Lineage-specific SNPs were determined from an alignment of the 62 complete-genome nucleotide sequences by selecting the nucleotides that occurred only in members of a given lineage. The value of each SNP is color-coded as shown at the top right of the figure. The SNPs are plotted by position in the HPV16 genome on the x-axis and aligned according to lineage in the phylogenetic tree on the y-axis. SNPs for a given lineage are cumulative as the tree is traversed from deepest node out to branches. Thus, for example, HPV16 genomes of Af-2 lineage (row 6) contain all SNPs shown on the Non-E (row 5), AA/NA1/Af-2 (row 7) and Af-2 (row 6) lines. Regions of the genome are displayed below the x-axis for reference.

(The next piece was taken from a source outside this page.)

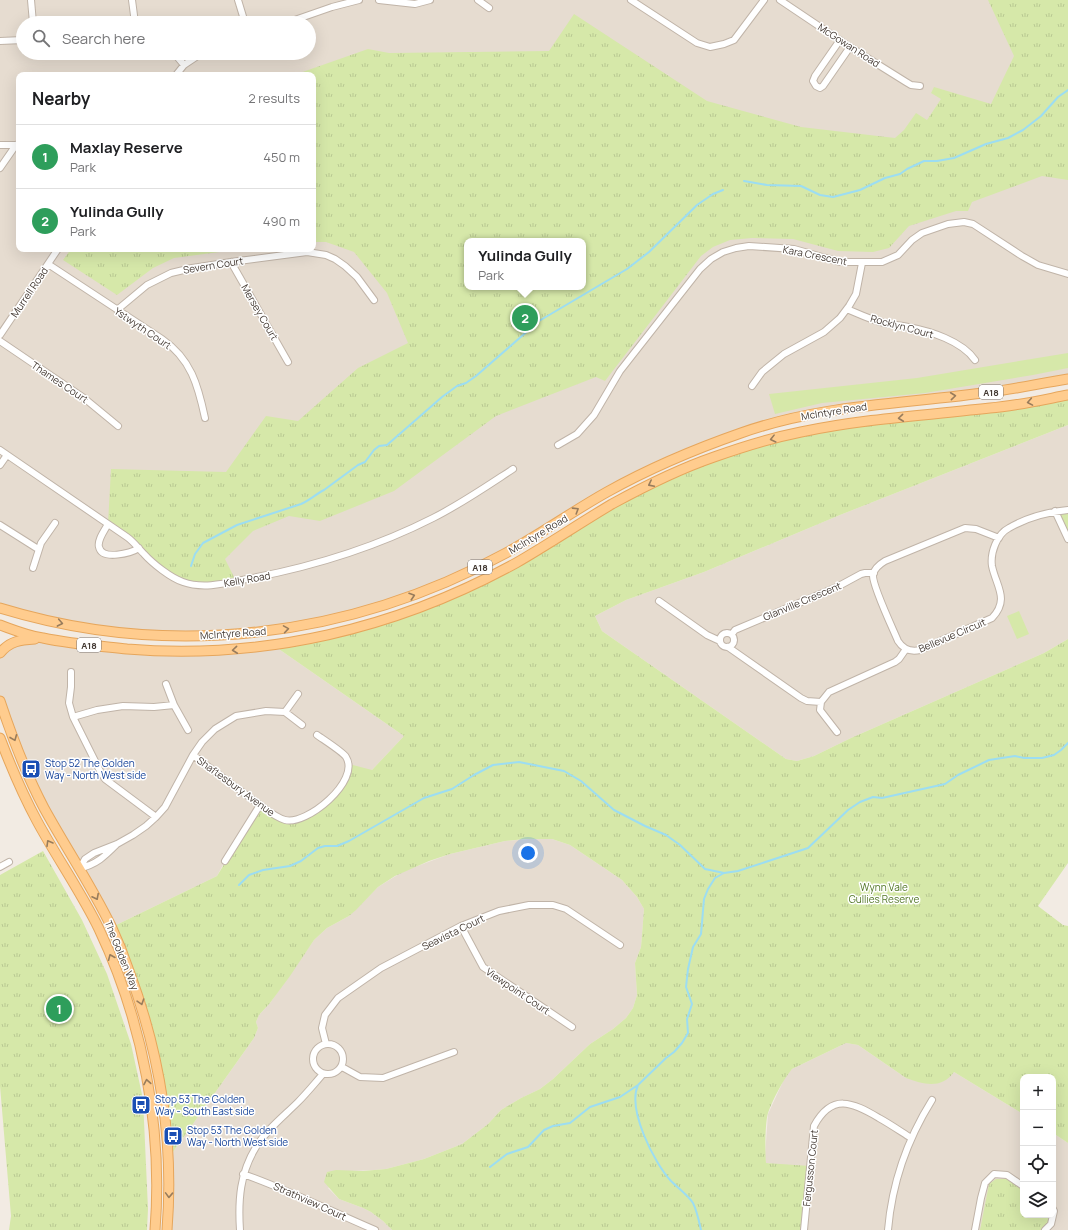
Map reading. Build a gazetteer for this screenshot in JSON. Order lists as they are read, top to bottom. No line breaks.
{"streets":{"main road":["A18","McIntyre Road","The Golden Way"],"street":["McGowan Road","Kara Crescent","Severn Court","Murrell Road","Mersey Court","Rocklyn Court","Ystwyth Court","Thames Court","Kelly Road","Glanville Crescent","Bellevue Circuit","Shaftesbury Avenue","Seavista Court","Viewpoint Court","Fergusson Court","Strathview Court"]},"crossings":[["Severn Court","Mersey Court"],["Severn Court","Ystwyth Court"],["Murrell Road","Ystwyth Court"],["Glanville Crescent","Bellevue Circuit"],["Seavista Court","Viewpoint Court"]],"parks":["Wynn Vale Gullies Reserve"],"places":{"bus stop":["Stop 52 The Golden Way - North West side","Stop 53 The Golden Way - South East side","Stop 53 The Golden Way - North West side"]},"page":{"search":"Search here","heading":["Nearby","2 results"],"list":[{"mark":"1","name":"Maxlay Reserve","note":"Park","value":"450 m"},{"mark":"2","name":"Yulinda Gully","note":"Park","value":"490 m"}],"popup":["Yulinda Gully","Park"],"pins":["2","1"],"map_buttons":["+","−"]}}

https://doi.org/10.1371/journal.pone.0021375.g003

The L1, E6 and/or the URR regions of the HPV16 genome are frequently utilized for variant studies. Typically, epidemiological studies assign HPV16 lineage based upon the nucleotide sequence of one or more of these regions [26], [27]. The SNP distribution analysis (Fig. 3) revealed that the URR region contained sufficient diagnostic SNPs to discriminate between all distinct sublineages: E(p), EAs, Af-1, Af-2, NA1, AA1 and AA2. Thus, SNPs that occur within the URR are coincident with other lineage defining SNPs that occur across the rest of the genome. This observation indicates that imputation based on matching partial regions by sequence identity would assign a sequence from the correct sublineage when the URR region was known. In addition to the URR, the E2/E4 overlap region was found to provide discriminatory power, through combinatorial sets of SNPs, between all identified HPV16 sublineages despite containing no unique diagnostic SNPs for the AA and Af-1 lineages (Fig. 3).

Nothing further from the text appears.